Wöhrle erklärte, dass der Schritt nicht mit der Konzernspitze abgesprochen gewesen sei. In einem „betont weltanschaulich neutral“ agierenden Konzern wie der Capio sei ein solcher Kurs einer ganzen Abteilung nicht tragbar. Dass ein einzelner Arzt eine solche Gewissensentscheidung für sich träfe, sei hingegen völlig in Ordnung. Der Vorgang werde weiter intern geprüft.

Auch die niedersächsische Gesundheitsministerin Cornelia Rundt bedauerte die Entscheidung Börners und drohte indirekt mit dem Entzug von Fördermitteln. Rundt betonte, dass zwar niemand verpflichtet werden könne, an einem Schwangerschaftsabbruch mitzuwirken, aber Frauen, die sich zu solch einem schwerwiegenden Schritt entschieden, würden dies sicherlich nicht leichtfertig tun.

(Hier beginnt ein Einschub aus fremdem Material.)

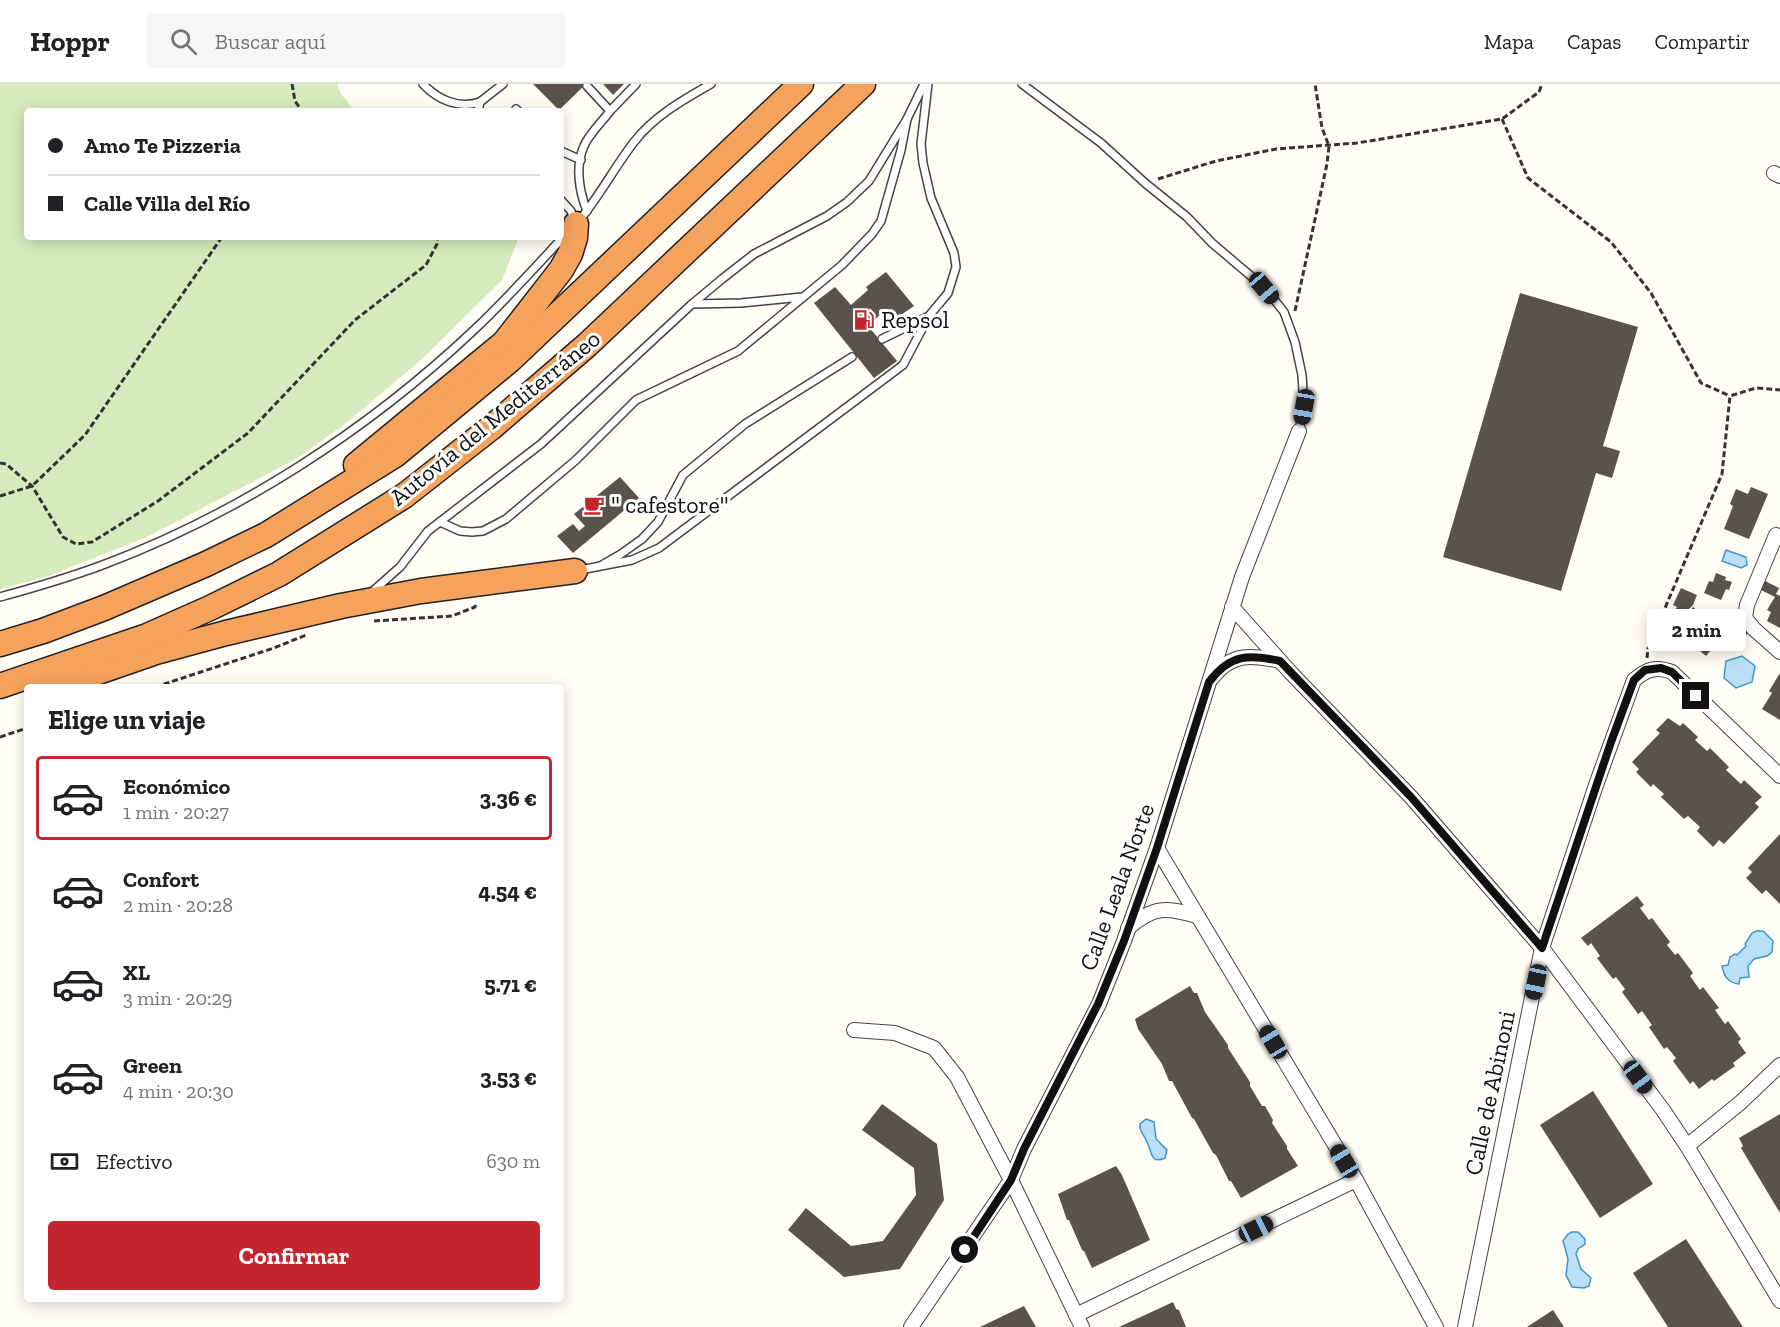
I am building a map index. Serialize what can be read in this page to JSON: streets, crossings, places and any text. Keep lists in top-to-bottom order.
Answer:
{
  "streets": {
    "highway": ["Autovía del Mediterráneo"],
    "street": ["Calle Leala Norte", "Calle de Abinoni"]
  },
  "places": {
    "fuel station": ["Repsol"],
    "cafe": ["\" cafestore\""]
  },
  "page": {
    "header": "Hoppr",
    "search": "Buscar aquí",
    "nav": ["Mapa", "Capas", "Compartir"],
    "banner": ["Amo Te Pizzeria", "Calle Villa del Río"],
    "bubble": "2 min",
    "heading": "Elige un viaje",
    "list": [
      {
        "name": "Económico",
        "note": "1 min · 20:27",
        "value": "3.36 €"
      },
      {
        "name": "Confort",
        "note": "2 min · 20:28",
        "value": "4.54 €"
      },
      {
        "name": "XL",
        "note": "3 min · 20:29",
        "value": "5.71 €"
      },
      {
        "name": "Green",
        "note": "4 min · 20:30",
        "value": "3.53 €"
      }
    ],
    "pay": ["Efectivo", "630 m"],
    "buttons": "Confirmar"
  }
}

Deshalb müsse jede Frau die - übrigens gesetzlich vorgegebene - Möglichkeit bekommen, sich nach der Beratungsregelung für einen Schwangerschaftsabbruch zu entscheiden. Ein solcher Eingriff müsse in einer „vertrauten Umgebung und in angemessener Entfernung zum Wohnort“ möglich sein, heißt es in einer Stellungnahme der Ministerin.